===== Source material =====

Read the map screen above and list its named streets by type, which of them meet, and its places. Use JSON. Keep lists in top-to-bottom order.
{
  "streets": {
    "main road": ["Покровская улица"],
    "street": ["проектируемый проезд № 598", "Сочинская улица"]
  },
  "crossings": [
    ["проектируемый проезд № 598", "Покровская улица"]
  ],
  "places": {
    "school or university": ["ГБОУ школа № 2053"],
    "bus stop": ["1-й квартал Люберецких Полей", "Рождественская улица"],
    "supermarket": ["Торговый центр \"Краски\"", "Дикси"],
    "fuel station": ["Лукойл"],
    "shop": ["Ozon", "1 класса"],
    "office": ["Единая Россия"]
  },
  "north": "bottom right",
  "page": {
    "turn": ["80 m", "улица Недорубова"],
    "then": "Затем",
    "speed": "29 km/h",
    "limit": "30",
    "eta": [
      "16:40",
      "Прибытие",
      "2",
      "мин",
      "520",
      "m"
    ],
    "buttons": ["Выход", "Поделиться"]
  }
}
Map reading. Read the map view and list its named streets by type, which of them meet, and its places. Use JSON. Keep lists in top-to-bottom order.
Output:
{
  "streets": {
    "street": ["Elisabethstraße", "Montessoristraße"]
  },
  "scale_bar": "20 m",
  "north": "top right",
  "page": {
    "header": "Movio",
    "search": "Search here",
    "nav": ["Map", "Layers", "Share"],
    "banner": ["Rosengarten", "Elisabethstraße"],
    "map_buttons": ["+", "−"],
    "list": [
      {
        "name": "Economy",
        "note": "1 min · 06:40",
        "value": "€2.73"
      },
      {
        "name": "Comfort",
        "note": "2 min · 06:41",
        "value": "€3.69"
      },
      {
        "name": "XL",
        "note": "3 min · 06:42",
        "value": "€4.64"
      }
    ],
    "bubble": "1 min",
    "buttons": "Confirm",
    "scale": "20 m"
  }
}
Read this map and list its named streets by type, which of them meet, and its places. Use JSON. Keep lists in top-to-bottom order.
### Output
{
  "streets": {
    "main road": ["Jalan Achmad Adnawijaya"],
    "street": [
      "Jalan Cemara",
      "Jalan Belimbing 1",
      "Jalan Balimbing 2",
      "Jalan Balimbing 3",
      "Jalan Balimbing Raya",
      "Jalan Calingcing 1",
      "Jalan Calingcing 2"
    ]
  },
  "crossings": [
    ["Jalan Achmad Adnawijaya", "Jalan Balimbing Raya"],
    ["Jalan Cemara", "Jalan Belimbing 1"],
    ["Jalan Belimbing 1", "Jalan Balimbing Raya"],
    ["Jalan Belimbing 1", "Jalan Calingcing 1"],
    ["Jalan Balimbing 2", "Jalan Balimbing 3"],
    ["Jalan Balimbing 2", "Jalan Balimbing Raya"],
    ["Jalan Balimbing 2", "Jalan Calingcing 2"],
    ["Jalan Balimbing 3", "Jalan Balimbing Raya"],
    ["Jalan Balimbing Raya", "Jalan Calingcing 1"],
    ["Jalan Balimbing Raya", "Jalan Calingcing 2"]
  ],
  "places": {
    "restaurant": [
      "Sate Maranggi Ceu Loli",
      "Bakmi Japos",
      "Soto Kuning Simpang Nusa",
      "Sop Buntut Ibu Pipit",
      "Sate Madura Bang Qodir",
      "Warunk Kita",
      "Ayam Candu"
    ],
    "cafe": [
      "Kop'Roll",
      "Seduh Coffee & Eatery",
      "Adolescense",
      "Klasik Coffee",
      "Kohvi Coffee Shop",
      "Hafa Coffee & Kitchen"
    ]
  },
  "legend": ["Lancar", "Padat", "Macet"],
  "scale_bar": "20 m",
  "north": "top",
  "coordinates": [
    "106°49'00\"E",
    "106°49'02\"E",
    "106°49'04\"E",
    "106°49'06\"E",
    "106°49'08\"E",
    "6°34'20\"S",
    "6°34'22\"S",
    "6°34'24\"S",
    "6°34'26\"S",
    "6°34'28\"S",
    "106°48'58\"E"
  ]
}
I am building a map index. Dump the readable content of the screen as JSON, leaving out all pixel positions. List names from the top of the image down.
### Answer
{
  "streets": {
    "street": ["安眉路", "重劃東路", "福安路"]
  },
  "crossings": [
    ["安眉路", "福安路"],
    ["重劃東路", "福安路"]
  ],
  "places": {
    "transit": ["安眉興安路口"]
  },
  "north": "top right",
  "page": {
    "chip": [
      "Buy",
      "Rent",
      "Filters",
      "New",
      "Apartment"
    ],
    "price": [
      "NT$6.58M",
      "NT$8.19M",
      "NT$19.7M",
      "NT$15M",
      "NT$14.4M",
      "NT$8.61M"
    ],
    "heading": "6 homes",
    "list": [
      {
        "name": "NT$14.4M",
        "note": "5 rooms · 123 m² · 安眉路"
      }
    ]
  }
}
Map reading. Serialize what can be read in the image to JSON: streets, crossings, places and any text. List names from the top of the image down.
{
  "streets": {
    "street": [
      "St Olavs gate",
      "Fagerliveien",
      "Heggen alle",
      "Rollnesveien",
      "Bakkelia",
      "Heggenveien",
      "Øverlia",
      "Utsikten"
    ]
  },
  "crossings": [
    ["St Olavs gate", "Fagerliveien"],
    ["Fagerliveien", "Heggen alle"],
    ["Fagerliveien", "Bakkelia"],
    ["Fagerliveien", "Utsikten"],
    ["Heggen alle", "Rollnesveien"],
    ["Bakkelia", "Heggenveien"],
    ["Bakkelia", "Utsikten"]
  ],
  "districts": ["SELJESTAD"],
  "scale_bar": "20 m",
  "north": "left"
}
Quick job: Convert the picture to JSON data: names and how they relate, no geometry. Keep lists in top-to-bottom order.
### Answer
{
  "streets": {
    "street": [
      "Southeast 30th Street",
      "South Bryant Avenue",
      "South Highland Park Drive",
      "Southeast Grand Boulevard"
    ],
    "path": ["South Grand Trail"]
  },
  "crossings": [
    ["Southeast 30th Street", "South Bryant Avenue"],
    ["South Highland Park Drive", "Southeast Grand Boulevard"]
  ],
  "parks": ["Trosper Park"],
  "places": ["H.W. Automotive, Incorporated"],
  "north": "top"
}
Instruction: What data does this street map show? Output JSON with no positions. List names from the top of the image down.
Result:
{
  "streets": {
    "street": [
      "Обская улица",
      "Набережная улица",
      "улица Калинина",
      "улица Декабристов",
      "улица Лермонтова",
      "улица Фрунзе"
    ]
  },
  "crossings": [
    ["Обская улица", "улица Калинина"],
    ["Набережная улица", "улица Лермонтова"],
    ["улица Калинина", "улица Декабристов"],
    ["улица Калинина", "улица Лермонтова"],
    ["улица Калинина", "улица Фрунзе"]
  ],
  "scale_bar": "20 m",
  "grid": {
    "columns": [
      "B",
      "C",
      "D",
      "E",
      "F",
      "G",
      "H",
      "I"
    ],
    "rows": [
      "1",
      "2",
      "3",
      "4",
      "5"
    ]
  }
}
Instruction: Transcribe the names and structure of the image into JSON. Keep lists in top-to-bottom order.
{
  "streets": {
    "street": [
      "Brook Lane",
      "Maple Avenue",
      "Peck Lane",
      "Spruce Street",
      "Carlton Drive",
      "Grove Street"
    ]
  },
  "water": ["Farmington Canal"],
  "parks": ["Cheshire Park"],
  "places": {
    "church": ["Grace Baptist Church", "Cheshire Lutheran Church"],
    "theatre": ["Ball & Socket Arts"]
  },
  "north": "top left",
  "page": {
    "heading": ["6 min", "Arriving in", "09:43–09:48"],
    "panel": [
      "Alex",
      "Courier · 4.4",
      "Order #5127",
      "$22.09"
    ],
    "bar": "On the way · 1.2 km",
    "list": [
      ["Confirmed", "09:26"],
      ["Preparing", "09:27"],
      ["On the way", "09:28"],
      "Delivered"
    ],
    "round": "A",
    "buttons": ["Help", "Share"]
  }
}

=====

== Task goal ==
Copy out the range of lines above starting at the line with "Map reading. Serialize" and ending at the line with "Quick job: Convert", exactly and including both.

== Completed exercise ==
Map reading. Serialize what can be read in the image to JSON: streets, crossings, places and any text. List names from the top of the image down.
{
  "streets": {
    "street": [
      "St Olavs gate",
      "Fagerliveien",
      "Heggen alle",
      "Rollnesveien",
      "Bakkelia",
      "Heggenveien",
      "Øverlia",
      "Utsikten"
    ]
  },
  "crossings": [
    ["St Olavs gate", "Fagerliveien"],
    ["Fagerliveien", "Heggen alle"],
    ["Fagerliveien", "Bakkelia"],
    ["Fagerliveien", "Utsikten"],
    ["Heggen alle", "Rollnesveien"],
    ["Bakkelia", "Heggenveien"],
    ["Bakkelia", "Utsikten"]
  ],
  "districts": ["SELJESTAD"],
  "scale_bar": "20 m",
  "north": "left"
}
Quick job: Convert the picture to JSON data: names and how they relate, no geometry. Keep lists in top-to-bottom order.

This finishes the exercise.